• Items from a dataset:
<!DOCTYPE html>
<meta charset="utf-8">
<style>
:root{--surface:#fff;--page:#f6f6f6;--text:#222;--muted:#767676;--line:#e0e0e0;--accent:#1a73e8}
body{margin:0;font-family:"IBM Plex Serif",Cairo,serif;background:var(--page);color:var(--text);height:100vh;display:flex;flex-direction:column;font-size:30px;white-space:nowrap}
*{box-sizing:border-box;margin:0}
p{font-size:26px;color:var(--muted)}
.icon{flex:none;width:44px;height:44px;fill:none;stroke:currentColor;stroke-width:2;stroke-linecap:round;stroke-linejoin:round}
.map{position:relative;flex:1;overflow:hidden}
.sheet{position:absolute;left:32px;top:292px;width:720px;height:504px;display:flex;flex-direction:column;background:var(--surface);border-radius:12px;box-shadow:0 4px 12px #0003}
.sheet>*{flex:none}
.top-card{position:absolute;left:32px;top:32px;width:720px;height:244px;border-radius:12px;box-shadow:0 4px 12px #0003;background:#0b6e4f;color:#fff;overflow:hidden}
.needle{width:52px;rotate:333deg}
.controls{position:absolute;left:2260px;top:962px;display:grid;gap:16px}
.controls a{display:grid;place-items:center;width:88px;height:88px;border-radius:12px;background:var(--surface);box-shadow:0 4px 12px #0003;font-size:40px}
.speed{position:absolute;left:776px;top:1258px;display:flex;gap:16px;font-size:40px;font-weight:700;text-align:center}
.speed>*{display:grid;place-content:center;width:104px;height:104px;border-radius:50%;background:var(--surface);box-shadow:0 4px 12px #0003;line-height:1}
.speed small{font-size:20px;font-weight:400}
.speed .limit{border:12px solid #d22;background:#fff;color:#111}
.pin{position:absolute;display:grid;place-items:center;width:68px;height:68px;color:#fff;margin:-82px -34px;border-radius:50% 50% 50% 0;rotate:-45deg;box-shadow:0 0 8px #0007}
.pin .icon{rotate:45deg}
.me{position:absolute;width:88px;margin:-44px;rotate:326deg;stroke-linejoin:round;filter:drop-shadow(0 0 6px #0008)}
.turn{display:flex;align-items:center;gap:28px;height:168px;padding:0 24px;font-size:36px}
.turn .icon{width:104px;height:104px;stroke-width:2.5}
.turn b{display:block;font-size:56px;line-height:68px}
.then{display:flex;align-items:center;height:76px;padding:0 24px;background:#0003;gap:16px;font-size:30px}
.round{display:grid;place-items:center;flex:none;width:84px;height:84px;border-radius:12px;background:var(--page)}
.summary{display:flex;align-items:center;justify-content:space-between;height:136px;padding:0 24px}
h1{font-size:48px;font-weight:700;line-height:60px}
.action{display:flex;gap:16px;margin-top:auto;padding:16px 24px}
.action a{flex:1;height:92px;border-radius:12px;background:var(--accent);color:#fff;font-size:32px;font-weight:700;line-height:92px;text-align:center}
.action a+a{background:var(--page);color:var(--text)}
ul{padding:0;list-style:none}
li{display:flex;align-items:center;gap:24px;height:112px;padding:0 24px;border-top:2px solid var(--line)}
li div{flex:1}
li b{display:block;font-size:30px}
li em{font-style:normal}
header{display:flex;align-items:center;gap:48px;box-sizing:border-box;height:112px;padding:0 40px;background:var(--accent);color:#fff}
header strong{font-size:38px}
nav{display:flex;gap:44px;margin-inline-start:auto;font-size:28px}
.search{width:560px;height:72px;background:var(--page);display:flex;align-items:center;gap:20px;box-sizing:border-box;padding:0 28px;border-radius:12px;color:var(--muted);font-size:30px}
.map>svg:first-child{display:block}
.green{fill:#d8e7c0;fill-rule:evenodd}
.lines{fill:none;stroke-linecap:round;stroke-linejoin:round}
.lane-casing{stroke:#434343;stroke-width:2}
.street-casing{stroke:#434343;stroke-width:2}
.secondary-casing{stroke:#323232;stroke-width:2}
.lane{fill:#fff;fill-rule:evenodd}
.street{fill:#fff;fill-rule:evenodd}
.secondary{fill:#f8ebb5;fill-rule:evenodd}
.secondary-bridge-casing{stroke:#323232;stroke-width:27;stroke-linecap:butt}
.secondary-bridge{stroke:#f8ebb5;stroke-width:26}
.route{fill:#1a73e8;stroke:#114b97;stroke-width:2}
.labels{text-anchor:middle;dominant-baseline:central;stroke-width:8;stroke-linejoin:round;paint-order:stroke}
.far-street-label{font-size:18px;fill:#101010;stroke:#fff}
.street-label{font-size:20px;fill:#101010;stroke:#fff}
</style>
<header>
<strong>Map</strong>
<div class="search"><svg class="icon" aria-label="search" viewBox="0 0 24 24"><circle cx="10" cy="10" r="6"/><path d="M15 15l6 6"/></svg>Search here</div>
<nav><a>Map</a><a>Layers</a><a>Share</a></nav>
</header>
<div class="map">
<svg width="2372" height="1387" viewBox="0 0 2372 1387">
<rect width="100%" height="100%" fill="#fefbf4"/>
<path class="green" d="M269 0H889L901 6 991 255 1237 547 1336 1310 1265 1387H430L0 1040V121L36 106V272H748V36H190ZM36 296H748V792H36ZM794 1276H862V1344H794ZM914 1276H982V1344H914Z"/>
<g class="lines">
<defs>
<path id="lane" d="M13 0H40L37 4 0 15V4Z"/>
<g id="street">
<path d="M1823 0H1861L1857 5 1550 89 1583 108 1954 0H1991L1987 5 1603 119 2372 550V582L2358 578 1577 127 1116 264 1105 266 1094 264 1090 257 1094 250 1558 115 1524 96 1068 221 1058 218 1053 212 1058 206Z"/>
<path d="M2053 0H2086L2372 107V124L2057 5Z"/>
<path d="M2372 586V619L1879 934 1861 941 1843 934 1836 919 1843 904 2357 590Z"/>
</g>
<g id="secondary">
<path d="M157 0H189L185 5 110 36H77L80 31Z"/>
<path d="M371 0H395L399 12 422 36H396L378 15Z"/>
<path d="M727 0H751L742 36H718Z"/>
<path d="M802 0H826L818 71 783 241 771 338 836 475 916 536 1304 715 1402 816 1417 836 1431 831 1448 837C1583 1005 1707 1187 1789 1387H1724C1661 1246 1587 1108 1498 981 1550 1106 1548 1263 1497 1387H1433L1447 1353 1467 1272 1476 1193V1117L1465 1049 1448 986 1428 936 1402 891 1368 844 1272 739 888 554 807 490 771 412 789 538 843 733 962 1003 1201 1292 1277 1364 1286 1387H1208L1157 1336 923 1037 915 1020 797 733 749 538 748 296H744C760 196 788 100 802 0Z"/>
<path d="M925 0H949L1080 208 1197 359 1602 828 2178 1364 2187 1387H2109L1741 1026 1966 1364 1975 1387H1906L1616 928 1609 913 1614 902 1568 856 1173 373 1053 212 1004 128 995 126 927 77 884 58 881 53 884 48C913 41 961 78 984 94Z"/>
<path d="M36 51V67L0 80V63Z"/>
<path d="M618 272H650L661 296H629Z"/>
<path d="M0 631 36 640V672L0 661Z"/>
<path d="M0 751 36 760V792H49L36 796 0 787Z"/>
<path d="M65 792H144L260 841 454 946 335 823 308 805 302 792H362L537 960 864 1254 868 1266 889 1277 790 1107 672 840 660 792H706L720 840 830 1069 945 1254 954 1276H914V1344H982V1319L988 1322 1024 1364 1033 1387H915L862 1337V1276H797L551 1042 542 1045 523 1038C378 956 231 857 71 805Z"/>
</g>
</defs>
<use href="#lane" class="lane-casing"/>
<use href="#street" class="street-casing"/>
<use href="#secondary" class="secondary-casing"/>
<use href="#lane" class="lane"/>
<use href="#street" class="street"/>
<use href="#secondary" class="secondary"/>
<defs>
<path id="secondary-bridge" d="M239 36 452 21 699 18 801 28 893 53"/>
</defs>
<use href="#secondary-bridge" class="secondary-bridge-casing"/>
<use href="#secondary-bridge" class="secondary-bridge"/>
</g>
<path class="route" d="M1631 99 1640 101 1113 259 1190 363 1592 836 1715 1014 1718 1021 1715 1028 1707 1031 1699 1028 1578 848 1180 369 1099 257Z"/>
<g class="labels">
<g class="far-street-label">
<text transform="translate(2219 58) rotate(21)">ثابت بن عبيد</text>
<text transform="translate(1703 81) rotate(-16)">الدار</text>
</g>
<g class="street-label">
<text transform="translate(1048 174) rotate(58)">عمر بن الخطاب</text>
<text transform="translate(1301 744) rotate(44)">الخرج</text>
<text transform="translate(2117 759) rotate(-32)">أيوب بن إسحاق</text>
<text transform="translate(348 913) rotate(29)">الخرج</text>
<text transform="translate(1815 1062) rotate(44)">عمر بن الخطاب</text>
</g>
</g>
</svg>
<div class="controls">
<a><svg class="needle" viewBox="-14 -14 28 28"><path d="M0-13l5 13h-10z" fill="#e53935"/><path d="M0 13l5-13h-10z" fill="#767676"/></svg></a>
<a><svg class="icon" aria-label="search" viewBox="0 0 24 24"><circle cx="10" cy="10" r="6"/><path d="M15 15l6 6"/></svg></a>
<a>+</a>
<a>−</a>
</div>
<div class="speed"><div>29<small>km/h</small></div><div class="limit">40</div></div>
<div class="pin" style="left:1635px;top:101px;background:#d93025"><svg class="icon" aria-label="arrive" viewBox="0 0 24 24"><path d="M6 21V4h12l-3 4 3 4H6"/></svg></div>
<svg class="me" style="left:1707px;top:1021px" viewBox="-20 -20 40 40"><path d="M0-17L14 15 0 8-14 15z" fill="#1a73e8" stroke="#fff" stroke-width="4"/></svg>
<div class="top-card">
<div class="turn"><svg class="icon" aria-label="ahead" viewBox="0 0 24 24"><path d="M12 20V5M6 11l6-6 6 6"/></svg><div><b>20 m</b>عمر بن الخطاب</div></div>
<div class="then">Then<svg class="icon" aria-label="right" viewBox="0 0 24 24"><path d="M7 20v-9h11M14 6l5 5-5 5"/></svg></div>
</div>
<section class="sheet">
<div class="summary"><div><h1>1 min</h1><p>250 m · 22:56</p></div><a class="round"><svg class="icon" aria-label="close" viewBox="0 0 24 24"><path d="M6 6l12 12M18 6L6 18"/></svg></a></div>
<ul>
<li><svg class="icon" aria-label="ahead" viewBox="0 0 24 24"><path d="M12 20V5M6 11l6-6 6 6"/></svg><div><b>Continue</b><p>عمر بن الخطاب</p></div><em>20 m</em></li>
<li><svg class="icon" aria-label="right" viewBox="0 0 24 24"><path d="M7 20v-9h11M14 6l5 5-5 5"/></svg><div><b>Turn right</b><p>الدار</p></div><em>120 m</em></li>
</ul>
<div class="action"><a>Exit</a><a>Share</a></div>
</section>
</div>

• Exercise goal: Whenever a line in the data holds "limit", copy that line.

• Task response:
.speed .limit{border:12px solid #d22;background:#fff;color:#111}
<div class="speed"><div>29<small>km/h</small></div><div class="limit">40</div></div>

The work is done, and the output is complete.